Don Hugo: Quiero que considere esta propuesta que leí hace años de un matemático inglés. A la vista de la progresión de las marcas deportivas femeninas en los últimos cincuenta años, en comparación con la progresión de las masculinas, las mujeres superarán a los varones en el plazo de cuarenta años.
Don Víctor: No lo rebato si matemáticamente está demostrado… pero ¿esa verdad matemática coincide con la verdad fisiológica de nuestra especie?
Don Hugo: Mucho me temo, don Víctor, que ni nuestro sesudo matemático pondría la mano en el fuego por ello.
Don Víctor: Entonces, ¿a qué semejante provocación intelectual?
Don Hugo: Este matemático se limita a reivindicar su perspectiva. Sin ella no sería nadie.
Don Víctor: Recuerde cómo el mismo Sartre, filósofo de la libertad, llega a afirmar sin ruborizarse que, como todos escogemos libremente todo cuanto nos incumbe, incluso el mayor loco de atar habría elegido su patología.

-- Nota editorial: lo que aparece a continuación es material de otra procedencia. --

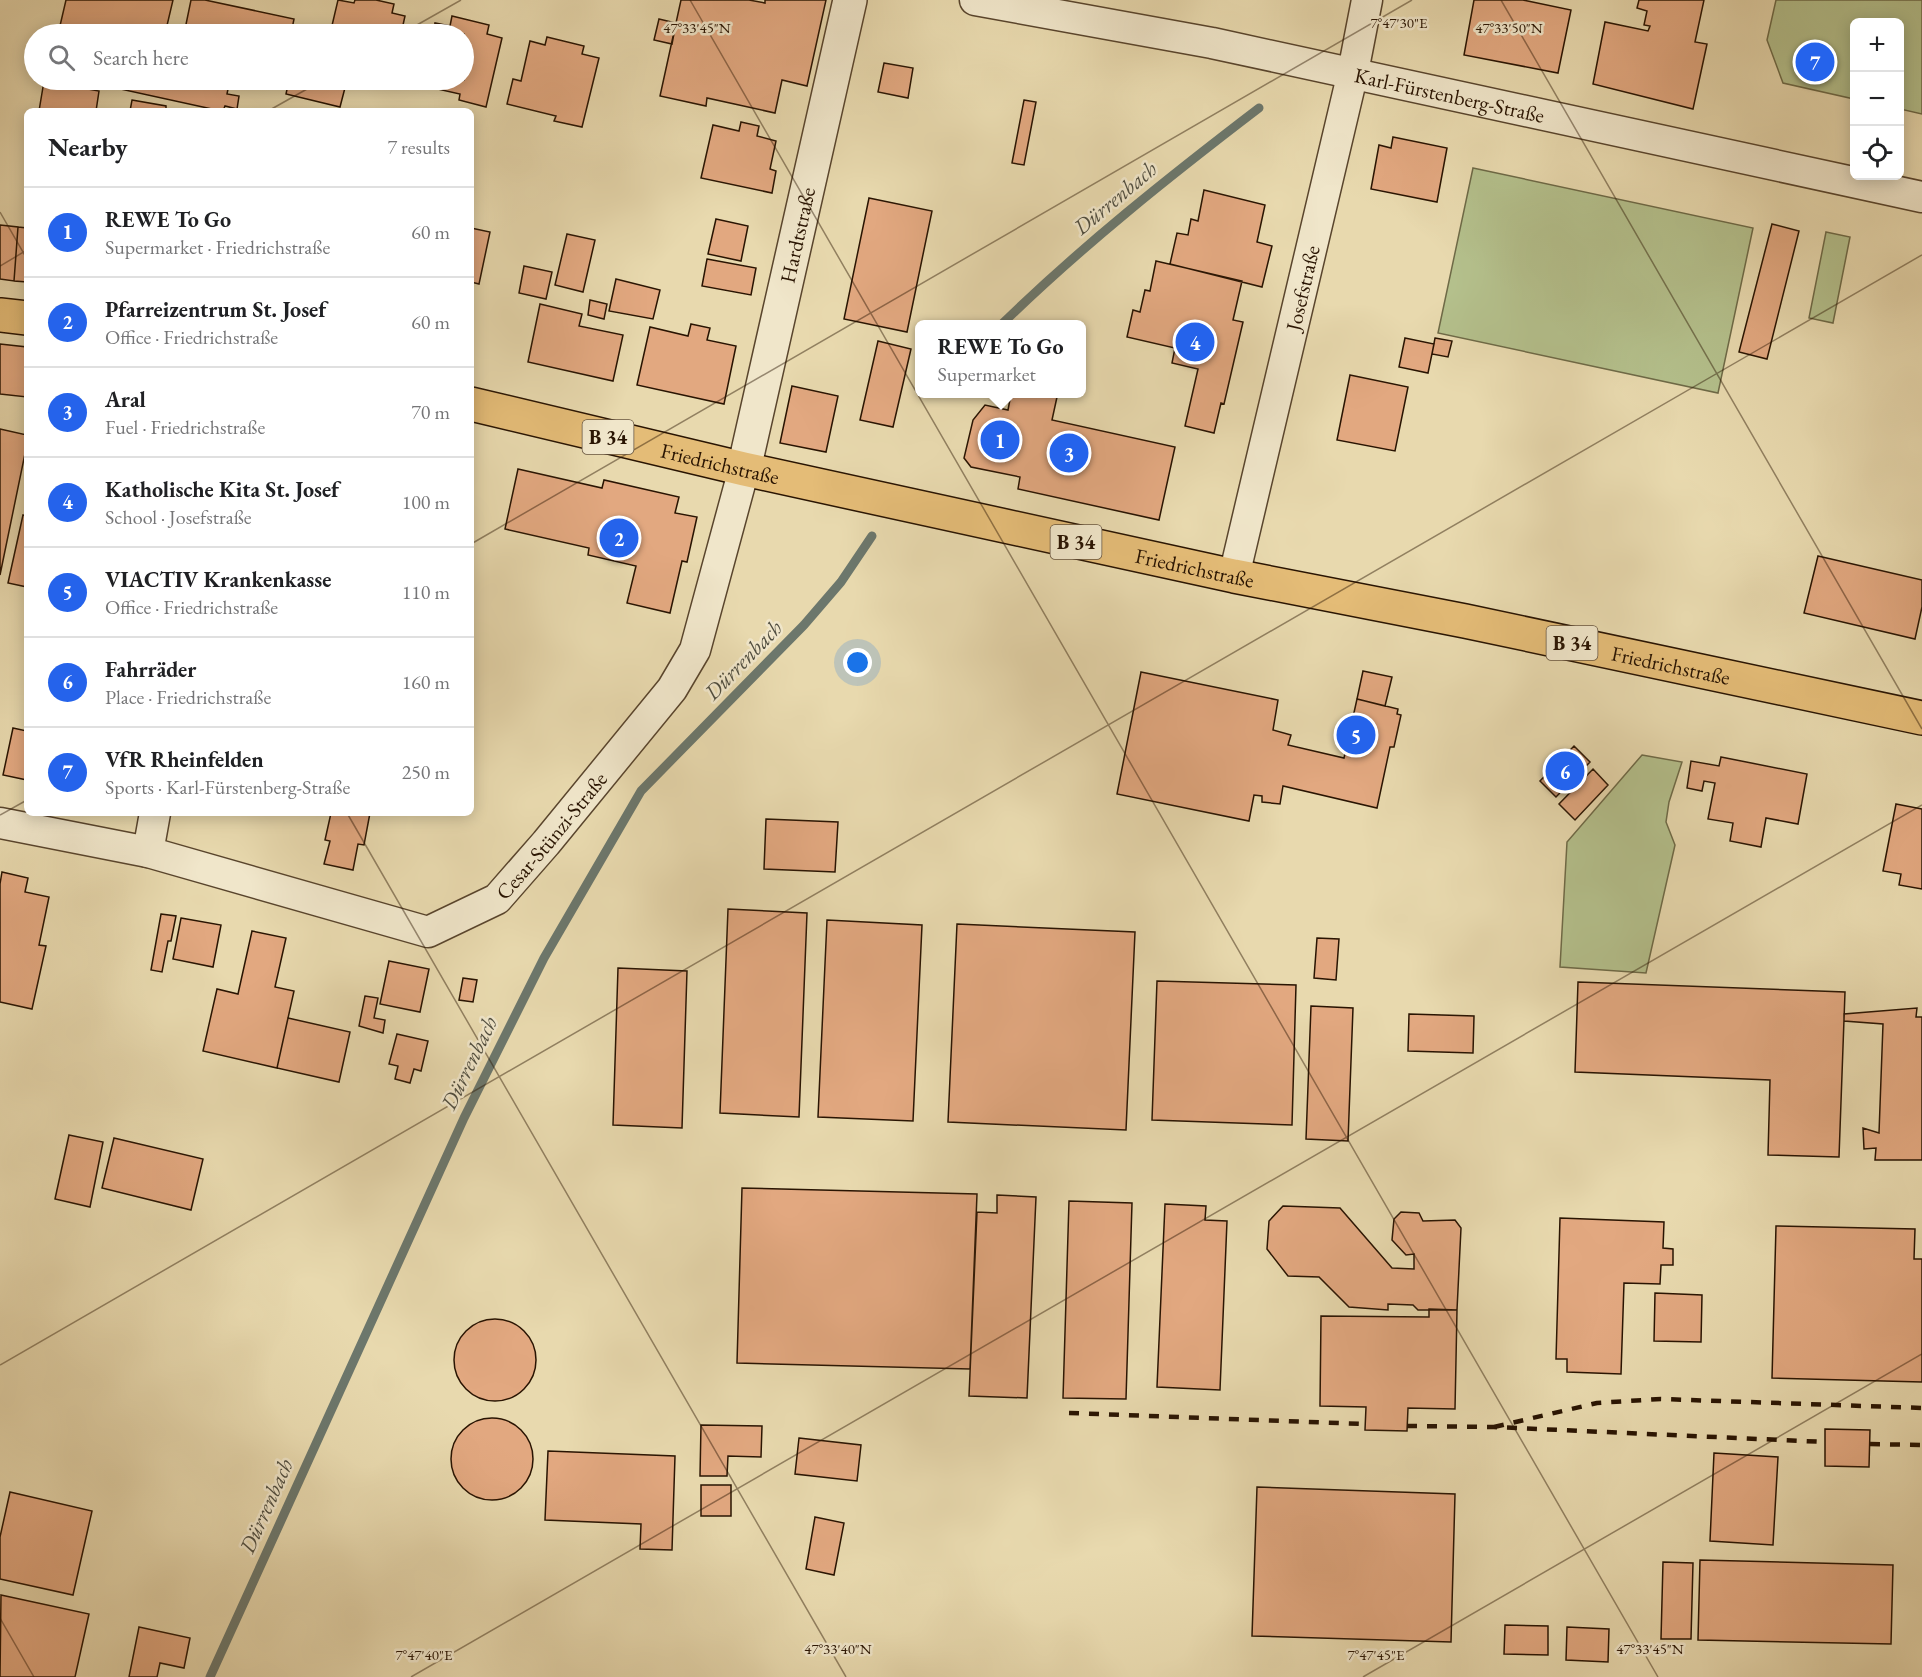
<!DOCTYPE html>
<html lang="en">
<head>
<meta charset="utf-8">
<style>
  :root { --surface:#fff; --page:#f2f2f2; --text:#202124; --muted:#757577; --line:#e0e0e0; --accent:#2563eb }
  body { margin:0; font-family:"EB Garamond",serif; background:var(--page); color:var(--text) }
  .controls { position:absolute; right:18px; top:18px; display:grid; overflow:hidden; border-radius:9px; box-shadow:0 3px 15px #0003 }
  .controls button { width:54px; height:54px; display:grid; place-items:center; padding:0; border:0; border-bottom:2px solid var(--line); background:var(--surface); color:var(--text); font:30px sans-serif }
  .you { position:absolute; left:858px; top:663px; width:21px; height:21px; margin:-15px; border:4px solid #fff; border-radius:50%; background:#1a73e8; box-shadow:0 0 0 9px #1a73e833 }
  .badge { display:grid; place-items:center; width:39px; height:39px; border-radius:50%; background:var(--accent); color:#fff; font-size:20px; font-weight:700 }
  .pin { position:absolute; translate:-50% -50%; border:3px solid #fff; box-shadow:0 2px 6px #0006 }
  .popup { position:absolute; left:915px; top:320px; width:171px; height:78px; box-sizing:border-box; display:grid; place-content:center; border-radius:9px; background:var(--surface); filter:drop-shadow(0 2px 4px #0005); font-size:20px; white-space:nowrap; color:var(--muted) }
  .popup b { font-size:22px; color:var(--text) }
  .popup::after { content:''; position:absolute; left:50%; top:100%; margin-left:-12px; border:12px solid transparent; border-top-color:var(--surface) }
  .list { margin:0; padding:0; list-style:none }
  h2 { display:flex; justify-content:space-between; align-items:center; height:78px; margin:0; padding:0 24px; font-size:26px }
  h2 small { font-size:20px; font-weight:400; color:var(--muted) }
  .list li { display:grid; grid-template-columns:39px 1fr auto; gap:18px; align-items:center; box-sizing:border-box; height:90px; padding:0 24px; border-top:2px solid var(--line) }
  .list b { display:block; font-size:22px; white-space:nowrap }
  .list p { margin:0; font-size:20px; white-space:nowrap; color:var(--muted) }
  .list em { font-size:20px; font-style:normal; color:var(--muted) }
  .icon { flex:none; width:33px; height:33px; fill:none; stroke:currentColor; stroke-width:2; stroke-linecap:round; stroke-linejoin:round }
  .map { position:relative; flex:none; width:1922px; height:1677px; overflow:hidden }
  .search { position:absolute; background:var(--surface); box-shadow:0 3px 15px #0003; left:24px; top:24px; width:450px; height:66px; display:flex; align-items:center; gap:15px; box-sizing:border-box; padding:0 21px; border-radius:33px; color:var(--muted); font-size:22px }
  .panel { position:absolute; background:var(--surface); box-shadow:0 3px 15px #0003; left:24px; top:108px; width:450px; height:708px; border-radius:9px }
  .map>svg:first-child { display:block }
  .green { fill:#b4c08c; stroke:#6e6a47; stroke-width:1.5 }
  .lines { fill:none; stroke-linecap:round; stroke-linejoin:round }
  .stream { stroke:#6c776c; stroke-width:9 }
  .building { fill:#e2a880; stroke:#291402; stroke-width:1.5 }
  .minor-casing { stroke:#59452d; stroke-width:33 }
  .tertiary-casing { stroke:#59452d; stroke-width:36 }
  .primary-casing { stroke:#291402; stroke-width:36 }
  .minor { stroke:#f0e6ca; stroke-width:30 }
  .tertiary { stroke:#f0e6ca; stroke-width:33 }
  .primary { stroke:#e4bc77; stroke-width:33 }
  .rail { stroke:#291402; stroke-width:4.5; stroke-dasharray:10 10; stroke-linecap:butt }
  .ticks { fill:none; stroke:#291402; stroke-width:1.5; stroke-opacity:0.45 }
  .labels { text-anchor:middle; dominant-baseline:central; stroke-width:5; stroke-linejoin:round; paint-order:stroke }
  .shield { fill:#f0e6ca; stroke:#65533e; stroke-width:1.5 }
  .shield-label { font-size:20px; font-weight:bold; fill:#291402 }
  .street-label { font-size:21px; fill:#291402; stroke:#f0e6ca }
  .water-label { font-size:22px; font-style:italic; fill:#504e40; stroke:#f0e6ca }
  .ticks-label { font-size:15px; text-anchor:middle; fill:#291402; stroke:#f0e6ca; stroke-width:5; stroke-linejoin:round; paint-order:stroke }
</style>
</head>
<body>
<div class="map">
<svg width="1922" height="1677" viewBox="0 0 1922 1677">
  <rect width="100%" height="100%" fill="#e8d9ae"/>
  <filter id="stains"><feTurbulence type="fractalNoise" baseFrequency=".00333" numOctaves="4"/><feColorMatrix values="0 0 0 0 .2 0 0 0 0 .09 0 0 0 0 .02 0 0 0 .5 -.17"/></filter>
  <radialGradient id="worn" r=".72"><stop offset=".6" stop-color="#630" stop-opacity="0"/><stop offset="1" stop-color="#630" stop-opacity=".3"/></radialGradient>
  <path class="green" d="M1776 0H1922V114L1900 109V22H1854V99L1783 83 1767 40Z
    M1473 168 1753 228 1718 393 1438 333Z
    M1826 232 1850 237 1833 323 1809 318Z
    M1642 755 1682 762 1669 802 1666 822 1675 845 1646 973 1560 967 1567 842Z"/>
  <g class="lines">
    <path class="stream" d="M1002 324C1082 246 1170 176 1259 108
      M210 1677 464 1118 544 958 641 791 804 625 841 582 872 536"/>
  </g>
  <path class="building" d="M66 0H173L165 34H70L71 33 59 30Z
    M191 0H205L294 19 291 34H184Z
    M338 0 354 3 355 0H376L394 4 392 13 405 16 401 34H330Z
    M681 0H749L765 3V0H826L807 86 782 80 775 113 707 98 706 106 660 96Z
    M1474 0H1523L1571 10 1558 73 1464 55Z
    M1639 0H1704L1695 42 1707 44 1693 109 1593 84 1605 22 1648 31 1650 26 1644 25 1647 11 1637 8Z
    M452 16 489 25 487 34 502 38 486 107 459 100 460 94 411 83 412 80H464V34H433L435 23 450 26Z
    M659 19 676 23 672 44 654 40Z
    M547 37 584 46 582 54 599 58 582 127 554 121 556 116 507 104 513 79 521 81 530 41 545 45Z
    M884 63 913 68 908 98 878 92Z
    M103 80H186L228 89 227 94 239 96 237 109 225 106 223 111H221L102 85Z
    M289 80H347L340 107 286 94Z
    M44 81 99 91 96 111H39Z
    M132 100 166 106V111H130Z
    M1024 100 1036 102 1024 165 1012 163Z
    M741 122 759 126 757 136 776 141 770 169 776 171 772 193 701 178 713 125 739 131Z
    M1393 137 1447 148 1437 202 1371 189 1379 145 1391 148Z
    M1204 190 1265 205 1257 242 1272 246 1262 287 1170 264 1177 233 1188 235 1191 219 1198 221Z
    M869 198 932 211 907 332 844 319Z
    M716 219 748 226 741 261 708 254Z
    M1772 224 1799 231 1767 359 1739 352Z
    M0 225 18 227 14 281 0 279Z
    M18 227 27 228V282L14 281Z
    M471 228 490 232 479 284 471 282Z
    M567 234 595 240 583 292 555 285Z
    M707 259 756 268 751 295 702 286Z
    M1156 261 1242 281 1233 320 1243 322 1224 404 1221 403 1214 433 1185 426 1198 369 1172 363 1175 348 1127 337 1133 310 1140 312 1145 290 1150 291Z
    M524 266 552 272 546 299 519 293Z
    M616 279 660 290 653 319 609 311Z
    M590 300 607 304 604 319 588 315Z
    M540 304 582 314 579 326 623 335 613 381 528 362Z
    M691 324 710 328 707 340 736 346 724 404 637 385 650 327 688 336Z
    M1405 338 1434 344 1428 373 1399 367Z
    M1435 338 1452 341 1448 357 1432 354Z
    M878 341 911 349 893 427 860 420Z
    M0 344 27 347V397L0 394Z
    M1350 375 1408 387 1395 451 1337 440Z
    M792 386 838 396 826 452 780 443Z
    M1011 394H1040L1057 397 1052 420 1175 447 1159 520 1018 489 1020 477 971 467 964 458 973 420 985 405 1008 410Z
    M0 429 27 435V444L0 575Z
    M518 469 602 488 604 480 679 497 675 513 697 517 687 562 682 561 670 613 627 603 636 566 588 555 589 548 505 529Z
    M23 515 27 516V587L8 583Z
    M1818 556 1922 580V607L1915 639 1804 613Z
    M1363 671 1392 677 1385 706 1357 699Z
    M1141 672 1278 700 1273 730 1291 735 1288 745 1344 758 1357 699 1398 709 1397 714 1401 715 1394 747H1390L1377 808 1283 786 1280 804 1262 802V796L1254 795 1249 821 1117 794Z
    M13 728 27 731V780L3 775Z
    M1574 746 1590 762 1556 797 1540 781Z
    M1721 757 1807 774 1798 824 1766 818 1761 847 1730 841 1733 823 1708 819 1715 783 1704 781 1702 791 1687 788 1691 761 1719 766Z
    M1593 769 1608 785 1575 820 1559 804Z
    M1896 804 1922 809V889L1899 885 1901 874 1883 871Z
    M331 813H370L364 845 358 844 353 870 324 864 330 841 325 840Z
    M766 819 838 822 835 872 764 869Z
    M2 872 28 878 25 892 49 897 39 945 46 946 32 1009 0 1002V884Z
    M728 909 807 913 799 1117 720 1113Z
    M161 914 176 916 171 941H168L162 972 151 970Z
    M181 918 221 925 213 967 173 959Z
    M827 920 922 925 913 1121 818 1117Z
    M957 924 1135 932 1126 1130 948 1122Z
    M252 931 286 938 275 987 294 991 277 1068 203 1051 217 989 238 994Z
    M1317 938 1339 939 1336 980 1314 978Z
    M389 961 429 969 420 1012 380 1004Z
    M618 968 687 971 682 1128 613 1125Z
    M463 978 477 980 473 1002 459 1000Z
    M1157 981 1296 985 1292 1125 1152 1120Z
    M1578 982 1845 992 1839 1157 1768 1155 1770 1080 1575 1072Z
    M365 996 378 998 374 1018 385 1020 383 1033 359 1026Z
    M1311 1006 1353 1008 1348 1141 1306 1139Z
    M1917 1008 1916 1017H1922V1160H1875L1876 1148 1864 1149 1863 1128 1879 1133 1883 1024 1844 1021V1014Z
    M1409 1014 1474 1016 1473 1053 1408 1051Z
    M288 1018 350 1032 339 1082 277 1068Z
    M397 1034 428 1041 421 1071 414 1069 410 1083 395 1079 398 1066 389 1064Z
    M69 1135 103 1142 90 1207 55 1199Z
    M114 1138 203 1159 191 1210 102 1188Z
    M742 1188 977 1194 970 1369 737 1363Z
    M997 1195 1036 1197 1027 1398 969 1396 977 1212 997 1213Z
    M1069 1201 1132 1203 1126 1399 1063 1398Z
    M1165 1204 1206 1206 1205 1220 1227 1221 1220 1390 1157 1387Z
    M1283 1206 1340 1208 1392 1268 1414 1269V1254L1406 1255 1392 1240 1394 1219 1401 1212 1419 1213 1423 1221 1455 1220 1461 1228 1457 1310H1418L1413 1305 1388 1304V1310L1349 1307 1319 1277 1288 1276 1267 1249 1269 1221Z
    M1560 1218 1664 1222 1663 1248 1673 1249V1265H1661L1660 1284 1624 1283 1621 1374 1567 1372V1359H1556Z
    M1776 1226 1915 1229 1914 1259H1922V1382L1772 1378Z
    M1655 1293 1702 1295 1701 1342 1654 1341Z
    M1429 1309 1457 1310 1455 1409 1408 1408 1407 1431 1365 1430 1366 1407 1320 1406 1321 1316 1429 1317Z
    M454 1360a41 41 0 1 1 82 0a41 41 0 1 1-82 0Z
    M451 1459a41 41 0 1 1 82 0a41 41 0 1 1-82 0Z
    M701 1425 762 1426 761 1457 728 1456 727 1476H700Z
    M1825 1429 1870 1430 1869 1467 1825 1466Z
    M799 1438 861 1445 857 1481 795 1474Z
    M548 1451 675 1456 672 1550 640 1549 641 1524 545 1520Z
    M1714 1453 1778 1457 1773 1545 1710 1541Z
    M701 1485H731V1516H701Z
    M1257 1487 1455 1494 1451 1642 1252 1636Z
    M10 1492 92 1511 73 1595 0 1579V1537Z
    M815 1517 844 1523 834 1575 806 1569Z
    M1700 1560 1893 1565 1891 1644 1698 1640Z
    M1663 1562 1693 1563 1691 1639H1661Z
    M1 1595 89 1614 75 1677H0Z
    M1505 1625 1548 1626V1655L1504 1654Z
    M139 1627 190 1638 184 1668 160 1663 157 1677H129Z
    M1567 1627 1609 1629 1608 1662 1566 1660Z"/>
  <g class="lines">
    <g class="minor-casing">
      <g id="minor">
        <path id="s1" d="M975 0 1212 43 1922 197"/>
        <path id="s2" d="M1234 576 1353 72 1367 0"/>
        <path id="s3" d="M0 823 148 852 428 932 497 899 546 843 672 689 695 650 744 469"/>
        <path d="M148 852 155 813"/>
      </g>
    </g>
    <g class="tertiary-casing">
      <g id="tertiary">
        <path id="s4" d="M744 469 850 0"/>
      </g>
    </g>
    <g class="primary-casing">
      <g id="primary">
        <path d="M0 315 27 318"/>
        <path id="s5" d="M471 404 744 469 1234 576 1465 621 1922 718"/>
      </g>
    </g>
    <use href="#minor" class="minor"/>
    <use href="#tertiary" class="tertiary"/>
    <use href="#primary" class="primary"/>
    <path class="rail" d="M1069 1413 1365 1424
      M1407 1426 1494 1427 1825 1442
      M1494 1427 1597 1403 1661 1399 1922 1408
      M1870 1444 1922 1445"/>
  </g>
  <path class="ticks" d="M690 0 1658 1677M1501 0 1922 729M401 34 461 0M268 111 323 80M0 212 27 259M0 266 27 250M471 544 1412 0M347 813 846 1677M0 815 27 800M0 1365 1922 255M0 1618 34 1677M411 1677 1922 805M1363 1677 1922 1354"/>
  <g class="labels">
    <g class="shield">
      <rect x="582.5" y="420" width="51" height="34" rx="4.5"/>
      <rect x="1050.5" y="525" width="51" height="34" rx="4.5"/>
      <rect x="1546.5" y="626" width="51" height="34" rx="4.5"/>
    </g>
    <g class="shield-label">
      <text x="608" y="437">B 34</text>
      <text x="1076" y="542">B 34</text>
      <text x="1572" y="643">B 34</text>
    </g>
    <g class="street-label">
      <text stroke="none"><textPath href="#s1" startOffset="484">Karl-Fürstenberg-Straße</textPath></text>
      <text stroke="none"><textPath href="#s4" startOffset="240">Hardtstraße</textPath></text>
      <text stroke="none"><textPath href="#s2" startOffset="296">Josefstraße</textPath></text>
      <text stroke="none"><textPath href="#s5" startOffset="256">Friedrichstraße</textPath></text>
      <text stroke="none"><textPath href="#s5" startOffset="742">Friedrichstraße</textPath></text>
      <text stroke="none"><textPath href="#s5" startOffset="1228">Friedrichstraße</textPath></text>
      <text stroke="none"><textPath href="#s3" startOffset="602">Cesar-Stünzi-Straße</textPath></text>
    </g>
    <g class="water-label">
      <text transform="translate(1115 198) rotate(-40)">Dürrenbach</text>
      <text transform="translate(743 660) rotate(-46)">Dürrenbach</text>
      <text transform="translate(469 1063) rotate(-64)">Dürrenbach</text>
      <text transform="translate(266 1506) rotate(-66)">Dürrenbach</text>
    </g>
  </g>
  <g class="ticks-label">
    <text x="1399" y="28">7°47'30"E</text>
    <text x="697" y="33">47°33'45"N</text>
    <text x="1509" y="33">47°33'50"N</text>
    <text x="838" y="1654">47°33'40"N</text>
    <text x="1650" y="1654">47°33'45"N</text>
    <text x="424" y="1660">7°47'40"E</text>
    <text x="1376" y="1660">7°47'45"E</text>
  </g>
  <rect width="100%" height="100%" filter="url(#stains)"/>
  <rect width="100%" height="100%" fill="url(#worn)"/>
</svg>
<div class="controls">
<button>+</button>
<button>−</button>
<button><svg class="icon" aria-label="locate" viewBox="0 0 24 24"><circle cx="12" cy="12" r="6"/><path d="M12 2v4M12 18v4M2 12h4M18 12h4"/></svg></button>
</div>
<div class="you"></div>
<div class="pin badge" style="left:1000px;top:440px">1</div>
<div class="popup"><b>REWE To Go</b>Supermarket</div>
<div class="pin badge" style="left:619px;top:538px">2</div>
<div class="pin badge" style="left:1069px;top:453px">3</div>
<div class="pin badge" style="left:1195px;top:342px">4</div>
<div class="pin badge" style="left:1356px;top:735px">5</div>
<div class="pin badge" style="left:1565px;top:771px">6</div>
<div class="pin badge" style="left:1815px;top:62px">7</div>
<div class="search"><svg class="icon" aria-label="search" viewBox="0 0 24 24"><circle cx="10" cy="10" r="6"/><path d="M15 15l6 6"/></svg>Search here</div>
<section class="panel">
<h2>Nearby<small>7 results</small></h2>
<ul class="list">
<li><span class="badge">1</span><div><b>REWE To Go</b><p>Supermarket · Friedrichstraße</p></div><em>60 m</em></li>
<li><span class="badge">2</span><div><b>Pfarreizentrum St. Josef</b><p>Office · Friedrichstraße</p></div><em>60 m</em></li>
<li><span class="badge">3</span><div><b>Aral</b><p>Fuel · Friedrichstraße</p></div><em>70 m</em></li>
<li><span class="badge">4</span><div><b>Katholische Kita St. Josef</b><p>School · Josefstraße</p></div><em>100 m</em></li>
<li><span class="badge">5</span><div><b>VIACTIV Krankenkasse</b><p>Office · Friedrichstraße</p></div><em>110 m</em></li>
<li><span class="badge">6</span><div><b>Fahrräder</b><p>Place · Friedrichstraße</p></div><em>160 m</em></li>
<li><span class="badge">7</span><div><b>VfR Rheinfelden</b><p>Sports · Karl-Fürstenberg-Straße</p></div><em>250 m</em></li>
</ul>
</section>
</div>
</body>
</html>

Don Hugo: Eso choca frontalmente con la perspectiva de Freud, que no es cualquier perspectiva.
Don Víctor: ¿Estaría la verdad entonces en ese inalcanzable cruce entre las infinitas y muy distintas perspectivas, como sugiere Ortega?
Don Hugo: ¿Quién sabe? A lo mejor estamos más cerca de lo que pensamos del punto omega que profetizara Teilhard de Chardin…
Don Víctor: Sin filosofar tanto, volvamos los ojos a Josep Pla, quien no concebía lo universal si no era desde lo local. No podemos reducirnos a ser meros compiladores críticos de todos los puntos de vista. Tenemos el imperativo de ser nosotros, de avanzar hacia intuiciones y conclusiones propias, a forjarnos unos criterios…
Don Hugo: … y, en definitiva, a no apearnos de nuestra perspectiva.
Don Víctor: Está usted hecho todo un florentino, don Hugo… ¡Viva la perspectiva!